Known Issues

You might run into some known issues while using Cloudera Private Cloud.

Using dollar character in environment variables in Cloudera AI

Environment variables with the dollar ($) character are not parsed correctly by Cloudera AI. For example, if you set PASSWORD="pass$123" in the project environment variables, and then try to read it using the echo command, the following output will be displayed: pass23

Workaround: Use one of the following commands to print the $ sign:
echo 24 | xxd -r -p
or
echo JAo= | base64 -d
Insert the value of the environment variable by wrapping it in the command substitution using $() or ``. For example, if you want to set the environment variable to ABC$123, specify:
ABC$(echo 24 | xxd -r -p)123
or
ABC`echo 24 | xxd -r -p`123
DSE-37827: Jupyter's RTC extension throws an error and notebooks become unusable

In certain cases, Jupyter’s RTC (Real Time Collaboration) extension may cause errors claiming either that other sessions are active, or that other processes have accessed the notebook files. After these errors, the notebook becomes unusable due to the error messages and the Cloudera AI session needs to be restarted.

Workaround:

You must disable the Jupyter RTC extension by performing the following tasks:
  1. Create a Session.
  2. Open the terminal.
  3. Enter nano /home/cdsw/.jupyter/labconfig/page_config.json.
  4. Add the following lines to the file:
    {
      "disabledExtensions": {
        "@jupyter/collaboration-extension": true
      },
      "lockedExtensions": {
        "@jupyter/collaboration-extension": true
      }
    }
    
  5. Save and close the file.
DSE-36718: Disable auto synchronization feature for users and teams

The automated team and user synchronization feature is disabled. Newly installed or upgraded workbenches do not have the automatic synchronization option in the Cloudera AI UI.

Workaround: none

DSE-36759: AMPs and Feature Announcement sections do not work in NTP setups

Cloudera AI Private Cloud setups with Non Transparent Proxy do not function properly, that affects Cloudera Accelerators for Machine Learning Projects and Feature Announcements. The home page freezes, the feature announcement displays error message, and the AMPs do not load.

Workaround:

To avoid the home page freeze copy the following environment variables from the web deployment, and add them to the environment section of the API deployments:
  • HTTP_PROXY
  • HTTPS_PROXY
  • NO_PROXY
  • http_proxy
  • https_proxy
  • no_proxy
DSE-32943: Enabling Service Accounts
Teams in the Cloudera AI Workbench can only run workloads within team projects with the Run as option for service accounts if they have previously manually added service accounts as a collaborator to the team.
DSE-35013: First Cloudera AI Workbench creation fails

On RHEL 8.8, during the first Cloudera AI Workbench installation on GPU with Cloudera Embedded Container Service external registry, pods might get stuck in the init or CrashLoop state.

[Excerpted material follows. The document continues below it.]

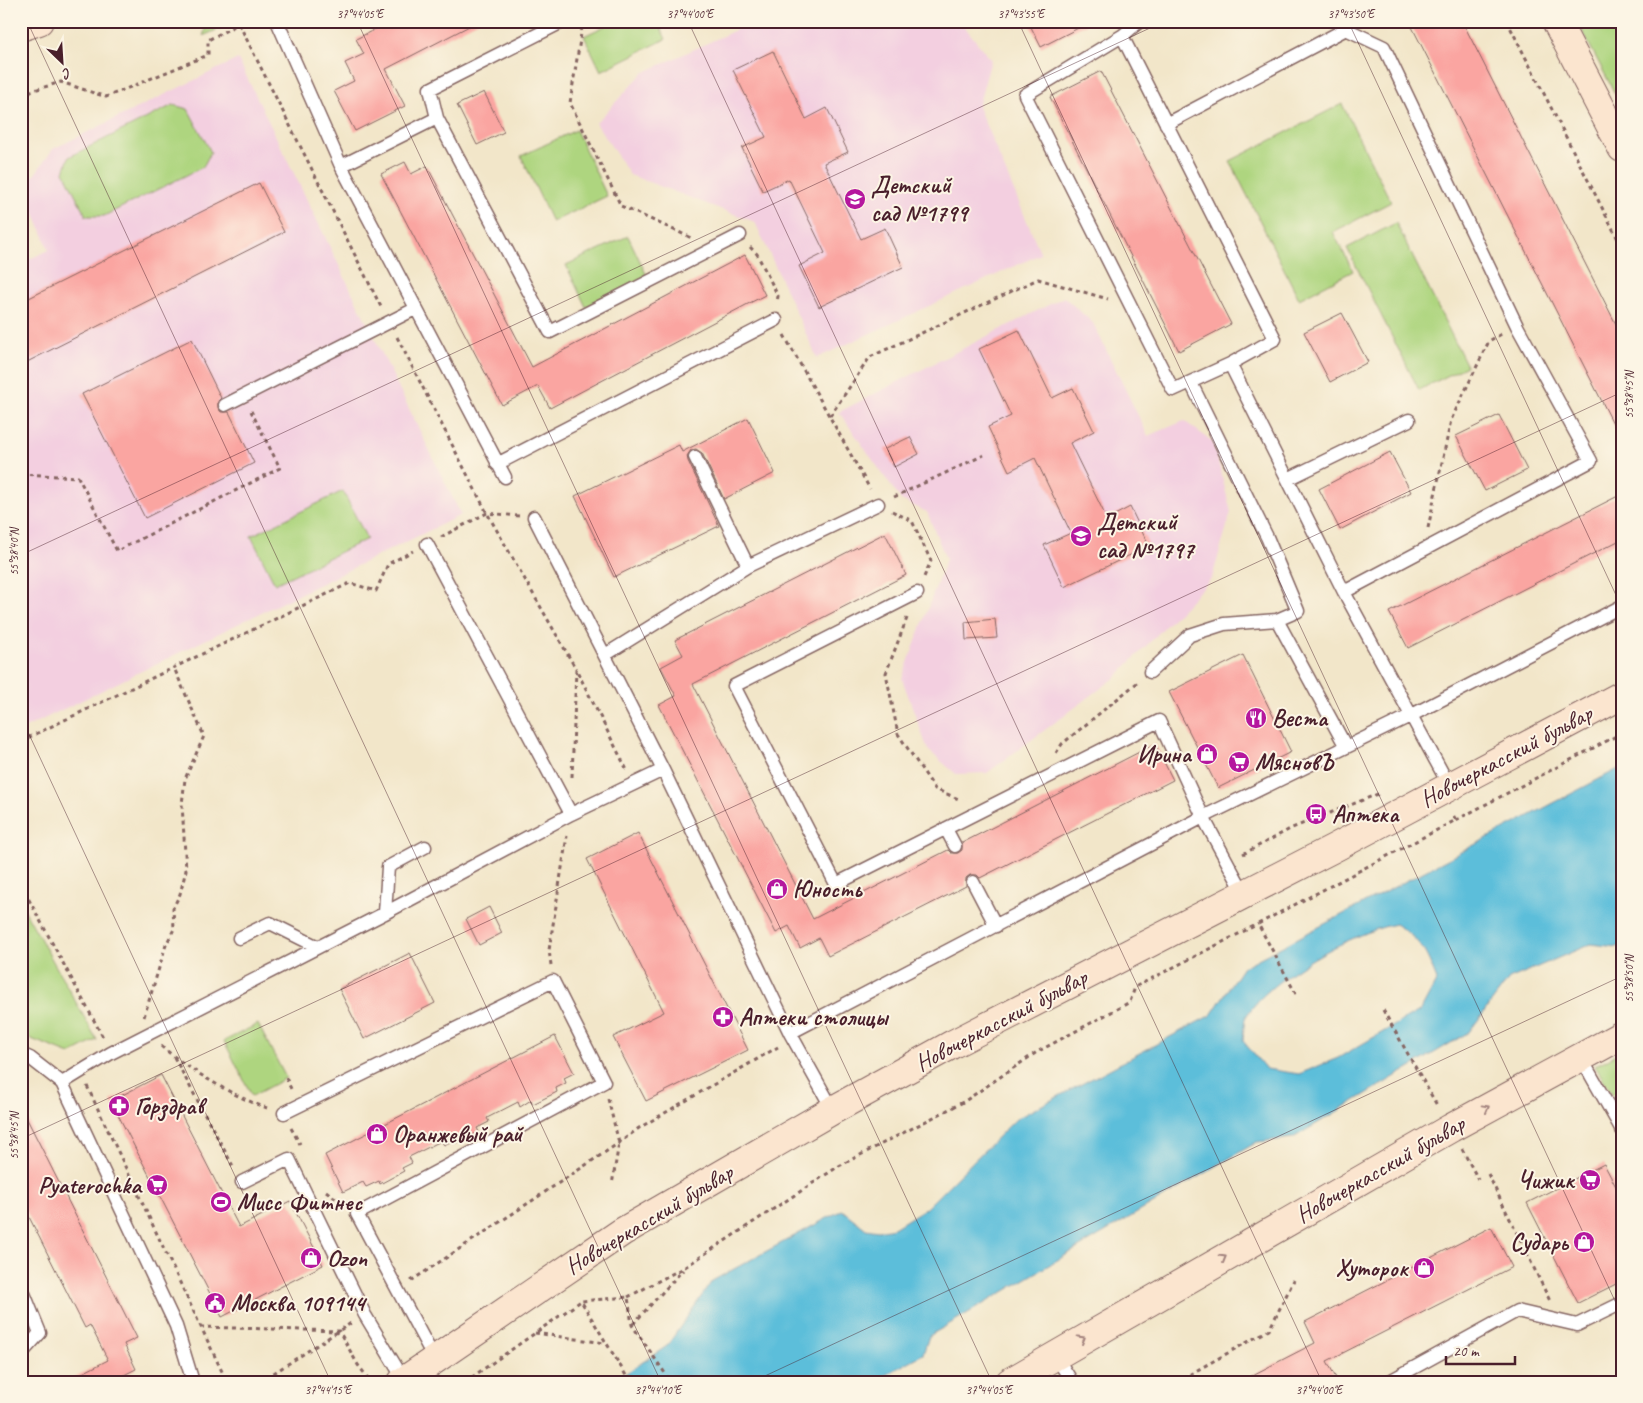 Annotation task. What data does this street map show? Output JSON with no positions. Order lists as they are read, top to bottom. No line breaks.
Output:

First-time workbench installation is expected to fail. Consider this as a test workbench, and apply the following manual workaround for creating subsequent workbenches:
  1. Restart or delete the pods which are in init or CrashLoop state in the test workbench.
  2. Once all pods are in the running state, create new workbenches as needed.
  3. Delete the test workbench from the Cloudera AI UI if no longer needed.
OPSX-4603: Buildkit in Cloudera Embedded Container Service in Cloudera AI Private Cloudd

Issue: BuildKit was introduced in Cloudera Embedded Container Service for building images of models and experiments. BuildKit is a replacement for Docker, which was previously used to build images of Cloudera AI's models and experiments in Cloudera Embedded Container Service. Buildkit is only for OS RHEL8.x and CentOS 8.x.

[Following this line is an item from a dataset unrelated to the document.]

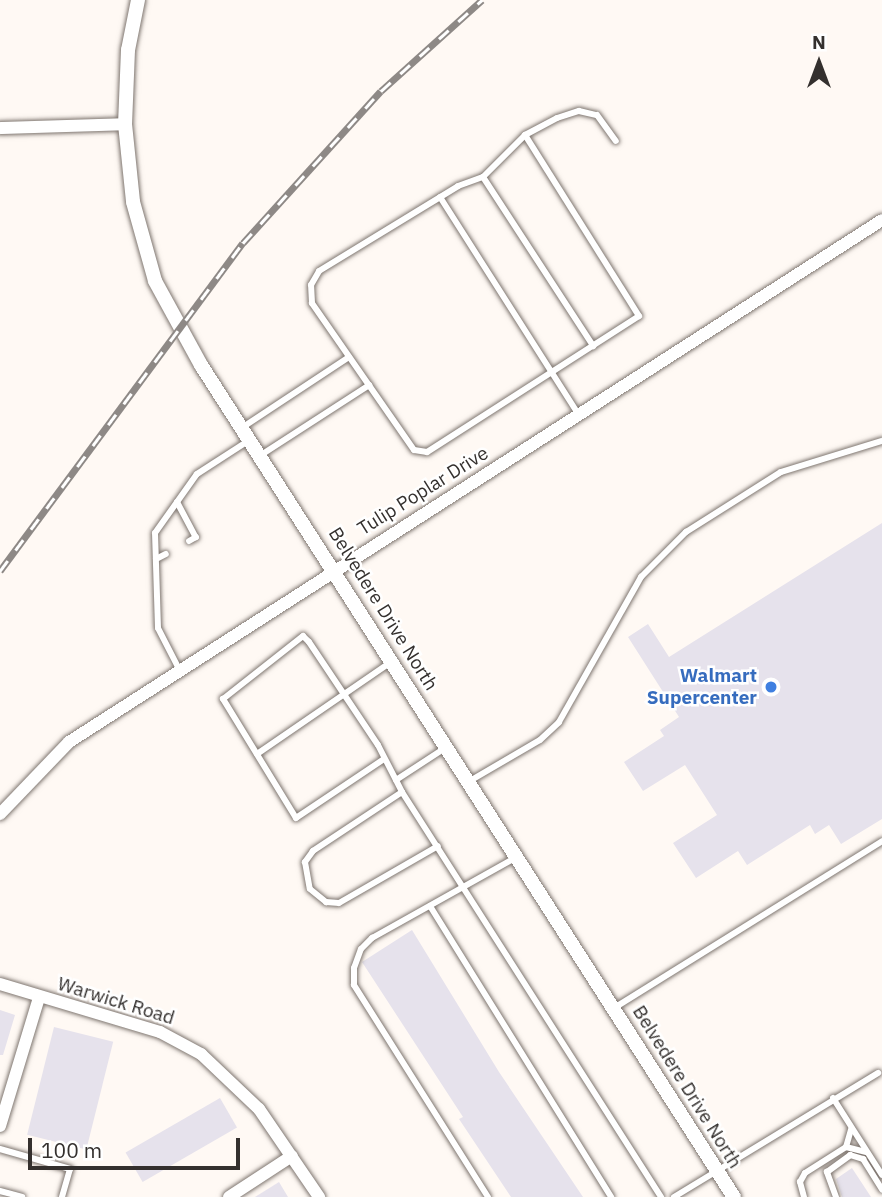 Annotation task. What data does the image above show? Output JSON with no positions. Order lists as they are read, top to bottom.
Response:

Buildkit in Cloudera AI Private Cloud 1.5.2 is a Technical Preview feature. Hence, having Docker installed on the nodes/hosts is still mandatory for models and experiments to work smoothly. Upcoming release will be completely eliminating the dependency of Docker on the nodes.

Workaround: None.

DSE-32285: Migration: Migrated models are failing due to image pull errors

Issue: After CDSW to Cloudera AI migration (on-premises) via full-fledged migration tool, migrated models on Cloudera AI Workbench on Private Cloud fails on initial deployment. This is because the initial model deployment tries to pull images from on-premises's registry.

Workaround: Redeploy the migrated model. As this involves the build and deploy process, the image will be built, pushed to the Private Cloud Cloudera AI Workbench's configured registry, and then the same image will be consumed for further usage.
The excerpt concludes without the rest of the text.